# Ich möchte JAVA lernen!



## Blublub (22. Nov 2010)

Hallo zusammen,

die Überschrift ist natürlich so, wie man es von einem Spammer erwartet.
Doch das, hoffe ich, bin ich nicht.

Falls der Bereich falsch gewählt sein sollte, dann wäre es gut, wenn man bescheid sagt, oder ihn direkt verschiebt.

Da ich schulisch noch mind. 1 Jahr mit Java zu tun haben werde und ich generell interessiert daran bin, eine Programmiersprache zu lernen, hab ich mir mal etwas feines überlegt, dass nur mit Hilfe von euch klappen kann.

Getreu dem Motto "Learing by doing" möchte ich mir Java (mit eurer Hilfe) beibringen.
Meine Idee war es/ist es, dass ihr mir jede Woche(?) eine Aufgabe stellt, die ich dann lösen muss.
Wenn ich zu der aktuellen Aufgaben Fragen habe, kann ich dir hier stellen, oder muss googlen 
Am Ende der Woche(?) bzw., wann ich fertig bin, werde ich meinen Quellcode posten und ihr überprüft und zeigt mögliche Verbesserungen.
Z.B. : "Programmiere ein Minesweeper-Spiel", "Programmiere eine Suche im Binärbaum". 
(Hilfen bei der Aufgabestellung sich auch gerne gesehen, z.B. "dazu verwende ein XYZ")

Dann zu dem wahrscheinlich wichtigstem Punkt - meine Vorkenntnisse.
Sehr weit reichen diese noch nicht, aber ich bin auf jeden Fall willig, zu lernen.
Das Programmieren eines Binärbaumes oder auch die Suche im Binärbaum klappt so weit.(nur Häufigkeit von Buchstaben in einem String).
Falls eine Aufgabe viel zu schwer sein sollte, werde ich das anmerken 

So, damit das funktioniert bedarf es 2er Sachen:
1. meiner Motivation
2. eurer Mitarbeit/Hilfsbereitschaft

Der 1. Punkt ist auf jeden Fall erfüllt, genauso auch die Zeit, die ich vor meinem Computer verbringe.

Der 2. Punkt liegt an euch 



Lg


----------



## maki (22. Nov 2010)

Sieh es mal so:
Du willst java lernen, dazu musst du üben, kann mir nicht vorstellen dass es hier jemanden gibt der dir jede Woche eine Aufgabe stellt 

Mein Tipp:
Suche dir selber Aufgaben und stelle hier konkrete fragen (am besten mit Code) falls du Probleme hast.


----------



## XHelp (22. Nov 2010)

Du kannst auf den Uni Seiten gucken, manche Lehrstühle veröffentlichen die Aufgabenblätter auf der Seite (ein Fach wie "Grundlagen der Programmierung" würde sich anbieten).
Oder du guckst einfach paar Threads durch und versuchst die selben Sachen nachzubauen.
Aber bevor du mit dem Programmieren loslegst, solltest du dir vllt ein paar Theoriesachen durchlesen


----------



## HoaX (22. Nov 2010)

Oder schau dir die alten Aufgaben des BwInf an, die sind eigentlich immer Top.
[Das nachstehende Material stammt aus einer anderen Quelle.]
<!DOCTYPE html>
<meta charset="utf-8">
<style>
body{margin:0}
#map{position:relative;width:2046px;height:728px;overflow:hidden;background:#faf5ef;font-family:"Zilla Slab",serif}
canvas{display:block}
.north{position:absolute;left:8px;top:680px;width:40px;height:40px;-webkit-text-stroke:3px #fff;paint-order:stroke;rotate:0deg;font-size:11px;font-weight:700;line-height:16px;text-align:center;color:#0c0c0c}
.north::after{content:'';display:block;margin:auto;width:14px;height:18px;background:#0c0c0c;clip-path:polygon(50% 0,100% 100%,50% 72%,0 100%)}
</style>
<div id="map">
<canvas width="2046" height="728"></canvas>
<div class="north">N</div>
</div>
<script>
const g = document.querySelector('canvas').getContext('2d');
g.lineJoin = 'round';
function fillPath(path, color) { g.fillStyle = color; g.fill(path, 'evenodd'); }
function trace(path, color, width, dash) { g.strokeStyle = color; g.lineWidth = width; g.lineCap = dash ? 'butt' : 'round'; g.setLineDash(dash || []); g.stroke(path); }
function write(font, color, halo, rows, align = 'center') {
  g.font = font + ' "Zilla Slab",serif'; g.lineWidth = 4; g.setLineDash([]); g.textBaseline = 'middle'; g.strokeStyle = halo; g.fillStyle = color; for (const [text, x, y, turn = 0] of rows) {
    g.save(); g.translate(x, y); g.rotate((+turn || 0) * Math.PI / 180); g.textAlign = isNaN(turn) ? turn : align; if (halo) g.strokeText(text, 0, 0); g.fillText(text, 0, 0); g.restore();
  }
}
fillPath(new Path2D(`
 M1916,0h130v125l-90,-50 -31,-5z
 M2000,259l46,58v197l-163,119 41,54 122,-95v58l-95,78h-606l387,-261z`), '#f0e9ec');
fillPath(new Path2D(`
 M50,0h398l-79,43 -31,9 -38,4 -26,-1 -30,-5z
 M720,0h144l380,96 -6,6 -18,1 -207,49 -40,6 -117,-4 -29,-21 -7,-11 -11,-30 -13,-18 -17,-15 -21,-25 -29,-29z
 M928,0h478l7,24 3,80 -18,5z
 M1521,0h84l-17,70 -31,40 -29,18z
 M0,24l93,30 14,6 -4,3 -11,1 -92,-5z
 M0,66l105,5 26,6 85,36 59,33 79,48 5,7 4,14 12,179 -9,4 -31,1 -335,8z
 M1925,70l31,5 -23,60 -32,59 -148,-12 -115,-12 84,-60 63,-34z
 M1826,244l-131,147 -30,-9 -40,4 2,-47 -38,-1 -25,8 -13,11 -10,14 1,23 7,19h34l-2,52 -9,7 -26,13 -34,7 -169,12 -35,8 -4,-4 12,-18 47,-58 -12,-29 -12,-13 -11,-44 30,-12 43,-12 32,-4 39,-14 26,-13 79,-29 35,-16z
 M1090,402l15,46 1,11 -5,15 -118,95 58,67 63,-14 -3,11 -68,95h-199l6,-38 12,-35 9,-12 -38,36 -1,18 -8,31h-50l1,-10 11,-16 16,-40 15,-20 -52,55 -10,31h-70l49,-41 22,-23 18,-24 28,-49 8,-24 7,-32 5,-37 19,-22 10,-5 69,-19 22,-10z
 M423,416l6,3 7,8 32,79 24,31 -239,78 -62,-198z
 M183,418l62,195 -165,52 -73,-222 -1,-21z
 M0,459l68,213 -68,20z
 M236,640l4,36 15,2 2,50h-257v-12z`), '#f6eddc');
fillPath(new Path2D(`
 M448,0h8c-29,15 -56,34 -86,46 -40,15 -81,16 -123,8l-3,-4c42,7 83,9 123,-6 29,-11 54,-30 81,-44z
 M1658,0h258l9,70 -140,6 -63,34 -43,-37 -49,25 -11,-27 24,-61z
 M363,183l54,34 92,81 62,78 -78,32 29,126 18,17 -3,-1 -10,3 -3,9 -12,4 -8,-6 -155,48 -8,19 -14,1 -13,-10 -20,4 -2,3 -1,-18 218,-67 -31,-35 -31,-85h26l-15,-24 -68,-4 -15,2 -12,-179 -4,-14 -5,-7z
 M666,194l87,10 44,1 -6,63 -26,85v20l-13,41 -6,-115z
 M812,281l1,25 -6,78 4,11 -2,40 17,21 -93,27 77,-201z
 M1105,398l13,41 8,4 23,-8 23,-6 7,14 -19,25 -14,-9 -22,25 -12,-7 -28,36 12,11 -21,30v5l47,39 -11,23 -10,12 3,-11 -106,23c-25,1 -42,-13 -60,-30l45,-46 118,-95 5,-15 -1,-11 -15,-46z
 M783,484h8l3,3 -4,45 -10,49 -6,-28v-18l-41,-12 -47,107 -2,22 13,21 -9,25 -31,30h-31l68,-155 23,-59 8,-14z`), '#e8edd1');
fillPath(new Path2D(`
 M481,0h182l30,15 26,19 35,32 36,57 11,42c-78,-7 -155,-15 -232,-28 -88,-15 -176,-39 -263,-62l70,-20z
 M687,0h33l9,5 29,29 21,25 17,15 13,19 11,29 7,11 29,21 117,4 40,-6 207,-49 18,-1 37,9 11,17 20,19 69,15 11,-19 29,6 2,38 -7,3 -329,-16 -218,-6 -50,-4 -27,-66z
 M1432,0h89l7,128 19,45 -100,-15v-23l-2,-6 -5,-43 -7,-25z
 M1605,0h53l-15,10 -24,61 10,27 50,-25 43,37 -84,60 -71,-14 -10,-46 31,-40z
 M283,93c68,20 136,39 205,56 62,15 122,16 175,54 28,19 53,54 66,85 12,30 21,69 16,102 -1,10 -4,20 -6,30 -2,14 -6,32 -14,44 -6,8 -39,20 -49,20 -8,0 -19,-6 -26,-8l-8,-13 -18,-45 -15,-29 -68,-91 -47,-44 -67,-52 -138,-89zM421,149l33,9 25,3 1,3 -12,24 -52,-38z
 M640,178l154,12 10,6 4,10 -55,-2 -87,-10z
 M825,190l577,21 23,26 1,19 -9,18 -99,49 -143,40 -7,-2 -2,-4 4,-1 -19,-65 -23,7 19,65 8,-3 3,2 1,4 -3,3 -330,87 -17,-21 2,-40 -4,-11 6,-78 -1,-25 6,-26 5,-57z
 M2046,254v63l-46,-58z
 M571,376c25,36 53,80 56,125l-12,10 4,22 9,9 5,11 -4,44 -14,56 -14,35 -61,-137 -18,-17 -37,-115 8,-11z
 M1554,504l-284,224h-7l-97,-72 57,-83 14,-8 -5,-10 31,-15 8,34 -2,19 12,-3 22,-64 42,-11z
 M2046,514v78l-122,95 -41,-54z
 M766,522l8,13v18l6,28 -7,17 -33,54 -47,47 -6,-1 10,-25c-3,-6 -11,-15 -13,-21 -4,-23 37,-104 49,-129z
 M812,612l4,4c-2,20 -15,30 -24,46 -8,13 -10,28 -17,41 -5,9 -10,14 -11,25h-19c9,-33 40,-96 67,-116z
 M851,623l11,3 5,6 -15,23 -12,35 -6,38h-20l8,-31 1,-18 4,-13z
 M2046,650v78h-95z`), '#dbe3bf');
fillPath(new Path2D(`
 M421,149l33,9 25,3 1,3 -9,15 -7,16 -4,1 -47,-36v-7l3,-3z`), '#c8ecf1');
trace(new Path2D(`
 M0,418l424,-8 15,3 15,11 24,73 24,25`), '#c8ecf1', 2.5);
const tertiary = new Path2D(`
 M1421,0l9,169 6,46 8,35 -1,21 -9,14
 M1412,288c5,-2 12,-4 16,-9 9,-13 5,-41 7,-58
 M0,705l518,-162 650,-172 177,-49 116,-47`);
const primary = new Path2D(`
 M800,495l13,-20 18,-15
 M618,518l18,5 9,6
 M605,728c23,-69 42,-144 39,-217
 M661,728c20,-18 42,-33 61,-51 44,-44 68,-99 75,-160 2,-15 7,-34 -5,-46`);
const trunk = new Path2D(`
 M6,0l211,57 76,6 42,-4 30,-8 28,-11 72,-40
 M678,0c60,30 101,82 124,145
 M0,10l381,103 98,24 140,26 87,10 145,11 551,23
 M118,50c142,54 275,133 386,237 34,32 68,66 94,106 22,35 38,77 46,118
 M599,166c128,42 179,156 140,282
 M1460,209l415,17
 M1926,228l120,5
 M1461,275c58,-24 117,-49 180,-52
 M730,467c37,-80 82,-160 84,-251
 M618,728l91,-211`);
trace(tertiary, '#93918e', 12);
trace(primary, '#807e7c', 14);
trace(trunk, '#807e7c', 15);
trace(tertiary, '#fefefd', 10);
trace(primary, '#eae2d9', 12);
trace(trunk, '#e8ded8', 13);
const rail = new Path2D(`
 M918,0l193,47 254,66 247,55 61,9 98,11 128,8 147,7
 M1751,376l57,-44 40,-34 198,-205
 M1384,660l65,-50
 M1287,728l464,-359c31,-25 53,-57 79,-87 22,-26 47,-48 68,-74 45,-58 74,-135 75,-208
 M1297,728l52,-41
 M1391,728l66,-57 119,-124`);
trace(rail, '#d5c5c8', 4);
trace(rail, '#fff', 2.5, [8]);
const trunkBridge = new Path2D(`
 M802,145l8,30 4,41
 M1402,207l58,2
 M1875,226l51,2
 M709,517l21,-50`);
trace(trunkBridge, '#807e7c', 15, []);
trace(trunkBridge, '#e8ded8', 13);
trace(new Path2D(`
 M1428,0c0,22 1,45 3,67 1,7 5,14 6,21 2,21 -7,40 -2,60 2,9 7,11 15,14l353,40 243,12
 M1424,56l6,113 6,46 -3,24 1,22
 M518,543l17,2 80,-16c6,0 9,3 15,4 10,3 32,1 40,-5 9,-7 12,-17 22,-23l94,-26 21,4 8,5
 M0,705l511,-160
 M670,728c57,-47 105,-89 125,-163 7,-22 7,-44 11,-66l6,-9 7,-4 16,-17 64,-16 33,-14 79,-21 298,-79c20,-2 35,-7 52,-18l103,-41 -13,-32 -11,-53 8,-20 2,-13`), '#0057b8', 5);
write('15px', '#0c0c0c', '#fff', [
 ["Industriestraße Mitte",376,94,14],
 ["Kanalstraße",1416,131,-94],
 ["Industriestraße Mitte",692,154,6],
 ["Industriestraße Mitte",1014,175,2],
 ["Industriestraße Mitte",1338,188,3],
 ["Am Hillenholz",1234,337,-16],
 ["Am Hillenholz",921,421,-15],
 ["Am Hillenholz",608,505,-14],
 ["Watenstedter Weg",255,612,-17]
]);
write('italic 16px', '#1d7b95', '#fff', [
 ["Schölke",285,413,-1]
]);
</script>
Und die Aufgaben der ersten Runde bekommt man recht leicht hin meistens.


----------



## Blublub (22. Nov 2010)

Habt ihr konkrete Links?
Uni's gibt es ja sehr viele.
Googlen werde ich natürlich trotzdem.

@XHelp, was genau meinst du mit "Theorie" ?
Objektorientierung? Assembler -> Programmiersprachen der heutigen Generationen?
Diese Punkte habe ich eig. schon bearbeitet.


----------



## MaikHSW (22. Nov 2010)

Hey.
Das Schwierigste ist es immer eine Aufgabe zu finden,
das kenne ich leider auch.
Aber wie hier bereits jemand sagte wird dir keiner täglich eine neue Aufgabe stellen (auch nicht wöchentlich).

Ich denke mal XHelp meint mit Theorie die Grundlagen von Java.
Wie macht man Objektorientierung am sinnvollsten, was sind Design Patterns (wobei das schon etwas weit geht...) und so weiter.
Ich kenne einige Leute, die es schaffen in Java einfach nur rein prozedural zu entwickeln.
Das ist aber nicht Sinn der Objektorientierung und damit fehlen einem meist viele Features von Java.

Das Thema Aufgaben von der Uni würde ich auch mit Vorsicht behandeln.
Ich studiere selbst und hatte dort auch Java.
Aber vieles wurde nur theoretisch behandelt und sehr oberflächlich.
Java dient da zwar häufig als Anschauungsmittel, aber mehr eben nicht.
Man schreibt danach noch lange nicht ordentliche Sourcen oder kennt alle Probleme,
die sich erst durch komplexere Programme ergeben.
Denn nur ein Programm mit 2 Buttons zu schreiben wo man plus und minus drücken kann ist nicht die Welt.
Wenn wir aber von Multiuser-Betrieb, vielleicht sogar mit Datenbankzugriff, reden wird es doch deutlich komplexer.


Gruß


----------



## ARadauer (22. Nov 2010)

Ich denke Aufagaben gibt es genug im Netz, da brauchst du nix von uns....
Hier gibts auch viele Leute die Hilfe mit ihren Hausaufgaben brauchen, da kannst du ja mal schaun ob du helfen kannst...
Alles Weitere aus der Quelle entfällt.